# [Given records]
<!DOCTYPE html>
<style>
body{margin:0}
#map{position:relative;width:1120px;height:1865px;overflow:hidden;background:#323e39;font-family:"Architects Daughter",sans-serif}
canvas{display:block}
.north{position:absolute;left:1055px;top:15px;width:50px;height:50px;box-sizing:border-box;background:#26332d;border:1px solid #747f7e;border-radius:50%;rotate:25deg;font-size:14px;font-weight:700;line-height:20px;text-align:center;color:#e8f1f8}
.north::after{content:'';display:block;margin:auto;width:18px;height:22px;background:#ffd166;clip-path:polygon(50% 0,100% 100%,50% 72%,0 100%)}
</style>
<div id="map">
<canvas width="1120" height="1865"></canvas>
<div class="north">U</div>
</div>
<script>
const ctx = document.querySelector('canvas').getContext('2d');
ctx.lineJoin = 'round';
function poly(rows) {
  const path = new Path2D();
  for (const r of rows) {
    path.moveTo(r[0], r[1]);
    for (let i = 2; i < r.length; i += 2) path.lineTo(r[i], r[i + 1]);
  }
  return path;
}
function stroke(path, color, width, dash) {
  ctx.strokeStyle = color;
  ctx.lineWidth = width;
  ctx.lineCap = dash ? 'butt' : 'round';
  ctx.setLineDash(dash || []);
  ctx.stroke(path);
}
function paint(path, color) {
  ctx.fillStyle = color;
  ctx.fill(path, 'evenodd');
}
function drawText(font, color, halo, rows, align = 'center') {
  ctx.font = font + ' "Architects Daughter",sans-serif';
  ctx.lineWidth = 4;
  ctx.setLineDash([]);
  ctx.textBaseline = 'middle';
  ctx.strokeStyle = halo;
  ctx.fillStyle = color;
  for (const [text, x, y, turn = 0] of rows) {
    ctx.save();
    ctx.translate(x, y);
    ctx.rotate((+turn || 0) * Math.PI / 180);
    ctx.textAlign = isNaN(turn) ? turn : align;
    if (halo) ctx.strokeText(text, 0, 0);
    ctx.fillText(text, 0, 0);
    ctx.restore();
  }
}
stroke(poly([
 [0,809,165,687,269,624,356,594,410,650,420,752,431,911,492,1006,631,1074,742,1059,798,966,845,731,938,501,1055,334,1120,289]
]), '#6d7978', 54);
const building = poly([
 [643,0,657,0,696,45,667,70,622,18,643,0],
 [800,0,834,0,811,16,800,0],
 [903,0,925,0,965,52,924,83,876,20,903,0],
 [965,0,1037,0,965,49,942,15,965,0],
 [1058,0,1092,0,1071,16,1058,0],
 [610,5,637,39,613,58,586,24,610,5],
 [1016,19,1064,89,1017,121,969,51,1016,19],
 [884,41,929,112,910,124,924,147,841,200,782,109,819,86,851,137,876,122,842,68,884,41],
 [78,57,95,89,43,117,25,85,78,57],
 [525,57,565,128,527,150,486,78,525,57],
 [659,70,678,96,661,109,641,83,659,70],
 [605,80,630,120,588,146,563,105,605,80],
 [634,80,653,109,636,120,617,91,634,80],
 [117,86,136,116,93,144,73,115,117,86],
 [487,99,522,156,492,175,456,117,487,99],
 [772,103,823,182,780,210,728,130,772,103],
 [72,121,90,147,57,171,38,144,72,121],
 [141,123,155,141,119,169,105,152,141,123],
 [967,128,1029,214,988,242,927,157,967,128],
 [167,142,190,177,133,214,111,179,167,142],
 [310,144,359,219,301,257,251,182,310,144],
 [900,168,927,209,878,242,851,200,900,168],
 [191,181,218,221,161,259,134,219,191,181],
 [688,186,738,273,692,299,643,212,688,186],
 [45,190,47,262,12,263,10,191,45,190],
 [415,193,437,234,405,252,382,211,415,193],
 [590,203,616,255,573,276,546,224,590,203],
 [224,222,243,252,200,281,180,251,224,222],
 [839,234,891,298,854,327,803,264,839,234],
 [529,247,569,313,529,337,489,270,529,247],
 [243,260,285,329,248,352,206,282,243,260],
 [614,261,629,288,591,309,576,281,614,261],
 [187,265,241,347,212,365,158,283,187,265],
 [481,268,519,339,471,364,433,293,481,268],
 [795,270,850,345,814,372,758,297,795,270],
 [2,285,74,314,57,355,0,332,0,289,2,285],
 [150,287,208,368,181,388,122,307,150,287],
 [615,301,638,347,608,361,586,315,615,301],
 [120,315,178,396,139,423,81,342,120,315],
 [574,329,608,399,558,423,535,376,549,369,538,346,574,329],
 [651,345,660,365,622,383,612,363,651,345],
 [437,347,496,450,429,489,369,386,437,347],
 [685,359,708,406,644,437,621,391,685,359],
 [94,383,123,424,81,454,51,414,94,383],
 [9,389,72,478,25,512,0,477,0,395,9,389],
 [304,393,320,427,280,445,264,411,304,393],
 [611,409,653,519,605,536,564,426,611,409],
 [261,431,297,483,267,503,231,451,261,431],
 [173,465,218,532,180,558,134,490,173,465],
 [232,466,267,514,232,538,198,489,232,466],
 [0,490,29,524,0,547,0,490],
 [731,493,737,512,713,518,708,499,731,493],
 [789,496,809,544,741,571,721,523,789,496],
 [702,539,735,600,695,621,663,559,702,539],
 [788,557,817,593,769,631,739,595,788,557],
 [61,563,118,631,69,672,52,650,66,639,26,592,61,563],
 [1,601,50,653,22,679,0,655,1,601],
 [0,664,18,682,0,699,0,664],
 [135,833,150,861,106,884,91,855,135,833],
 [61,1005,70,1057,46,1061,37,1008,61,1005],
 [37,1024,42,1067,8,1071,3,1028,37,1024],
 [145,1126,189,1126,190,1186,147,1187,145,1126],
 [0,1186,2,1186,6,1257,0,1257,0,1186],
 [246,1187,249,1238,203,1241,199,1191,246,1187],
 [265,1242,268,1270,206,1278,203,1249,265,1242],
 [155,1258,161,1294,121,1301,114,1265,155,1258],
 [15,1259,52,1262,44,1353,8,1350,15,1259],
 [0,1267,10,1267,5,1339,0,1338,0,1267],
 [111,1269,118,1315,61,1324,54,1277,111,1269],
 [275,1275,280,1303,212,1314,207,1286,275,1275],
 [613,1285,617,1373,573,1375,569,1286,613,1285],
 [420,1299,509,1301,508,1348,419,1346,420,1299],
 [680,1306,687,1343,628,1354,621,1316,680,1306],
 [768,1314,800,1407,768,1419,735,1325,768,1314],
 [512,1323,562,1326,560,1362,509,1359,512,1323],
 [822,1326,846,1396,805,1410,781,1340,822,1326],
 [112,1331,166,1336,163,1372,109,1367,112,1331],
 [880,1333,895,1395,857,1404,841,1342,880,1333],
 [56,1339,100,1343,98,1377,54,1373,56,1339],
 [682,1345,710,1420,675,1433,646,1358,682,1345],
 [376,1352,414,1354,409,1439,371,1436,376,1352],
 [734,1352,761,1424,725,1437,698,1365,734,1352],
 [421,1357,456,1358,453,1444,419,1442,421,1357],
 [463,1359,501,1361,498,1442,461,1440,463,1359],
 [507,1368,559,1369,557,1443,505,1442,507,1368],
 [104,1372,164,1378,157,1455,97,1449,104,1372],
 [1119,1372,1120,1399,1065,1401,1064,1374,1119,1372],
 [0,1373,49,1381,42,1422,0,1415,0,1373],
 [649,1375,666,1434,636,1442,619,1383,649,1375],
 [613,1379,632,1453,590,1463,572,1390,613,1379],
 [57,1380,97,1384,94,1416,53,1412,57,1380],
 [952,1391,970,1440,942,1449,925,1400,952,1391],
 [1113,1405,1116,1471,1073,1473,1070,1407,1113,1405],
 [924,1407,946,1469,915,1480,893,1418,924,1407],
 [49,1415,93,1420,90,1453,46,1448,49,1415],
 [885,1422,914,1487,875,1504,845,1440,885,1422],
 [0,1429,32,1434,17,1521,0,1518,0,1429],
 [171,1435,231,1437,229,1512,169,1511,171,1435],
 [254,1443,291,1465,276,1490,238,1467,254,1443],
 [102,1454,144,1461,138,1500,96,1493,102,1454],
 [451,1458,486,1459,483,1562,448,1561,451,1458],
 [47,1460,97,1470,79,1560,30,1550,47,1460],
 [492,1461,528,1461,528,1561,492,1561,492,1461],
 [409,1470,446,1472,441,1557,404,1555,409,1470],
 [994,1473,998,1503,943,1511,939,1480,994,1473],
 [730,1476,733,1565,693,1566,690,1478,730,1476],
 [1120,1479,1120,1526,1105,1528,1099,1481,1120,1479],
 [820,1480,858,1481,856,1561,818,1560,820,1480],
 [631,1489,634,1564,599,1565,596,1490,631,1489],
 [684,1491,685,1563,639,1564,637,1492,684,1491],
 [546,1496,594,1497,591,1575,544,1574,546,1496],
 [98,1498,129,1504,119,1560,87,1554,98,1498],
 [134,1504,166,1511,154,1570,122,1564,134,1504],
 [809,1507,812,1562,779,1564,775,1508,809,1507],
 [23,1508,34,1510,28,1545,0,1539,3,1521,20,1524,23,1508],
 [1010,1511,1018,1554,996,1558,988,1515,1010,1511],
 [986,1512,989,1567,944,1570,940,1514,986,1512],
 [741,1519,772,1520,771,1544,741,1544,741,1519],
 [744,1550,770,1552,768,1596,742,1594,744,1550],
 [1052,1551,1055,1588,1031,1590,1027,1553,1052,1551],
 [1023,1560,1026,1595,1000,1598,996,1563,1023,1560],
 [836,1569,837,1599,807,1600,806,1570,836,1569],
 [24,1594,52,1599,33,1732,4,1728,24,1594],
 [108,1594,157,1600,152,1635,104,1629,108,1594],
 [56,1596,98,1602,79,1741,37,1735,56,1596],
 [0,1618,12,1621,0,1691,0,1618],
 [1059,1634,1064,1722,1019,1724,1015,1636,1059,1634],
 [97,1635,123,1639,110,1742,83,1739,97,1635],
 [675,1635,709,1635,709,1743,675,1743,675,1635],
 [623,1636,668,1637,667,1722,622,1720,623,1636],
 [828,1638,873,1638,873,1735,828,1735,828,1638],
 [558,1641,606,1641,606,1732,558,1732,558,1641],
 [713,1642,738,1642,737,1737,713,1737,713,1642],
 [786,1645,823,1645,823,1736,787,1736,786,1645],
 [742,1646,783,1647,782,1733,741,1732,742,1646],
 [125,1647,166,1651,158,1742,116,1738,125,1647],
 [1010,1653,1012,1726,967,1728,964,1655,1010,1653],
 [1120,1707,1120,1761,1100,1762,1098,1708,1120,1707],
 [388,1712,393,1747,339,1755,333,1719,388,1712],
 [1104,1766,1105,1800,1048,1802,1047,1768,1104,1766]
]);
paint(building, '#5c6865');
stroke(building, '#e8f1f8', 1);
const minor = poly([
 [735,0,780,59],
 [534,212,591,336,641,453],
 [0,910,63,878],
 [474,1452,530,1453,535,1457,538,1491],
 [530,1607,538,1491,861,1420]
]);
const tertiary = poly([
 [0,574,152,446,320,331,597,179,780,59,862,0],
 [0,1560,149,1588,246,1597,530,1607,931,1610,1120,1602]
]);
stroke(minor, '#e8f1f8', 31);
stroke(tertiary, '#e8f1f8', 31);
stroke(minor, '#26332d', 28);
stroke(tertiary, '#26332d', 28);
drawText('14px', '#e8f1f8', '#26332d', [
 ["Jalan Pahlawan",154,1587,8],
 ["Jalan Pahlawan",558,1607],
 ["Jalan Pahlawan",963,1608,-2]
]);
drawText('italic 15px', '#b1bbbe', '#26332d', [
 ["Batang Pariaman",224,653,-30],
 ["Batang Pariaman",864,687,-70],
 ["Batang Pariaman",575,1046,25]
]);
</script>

# [Exercise instructions]
Please copy out each line of the material that contains the string "setLineDash".

# [Written answer]
  ctx.setLineDash(dash || []);
  ctx.setLineDash([]);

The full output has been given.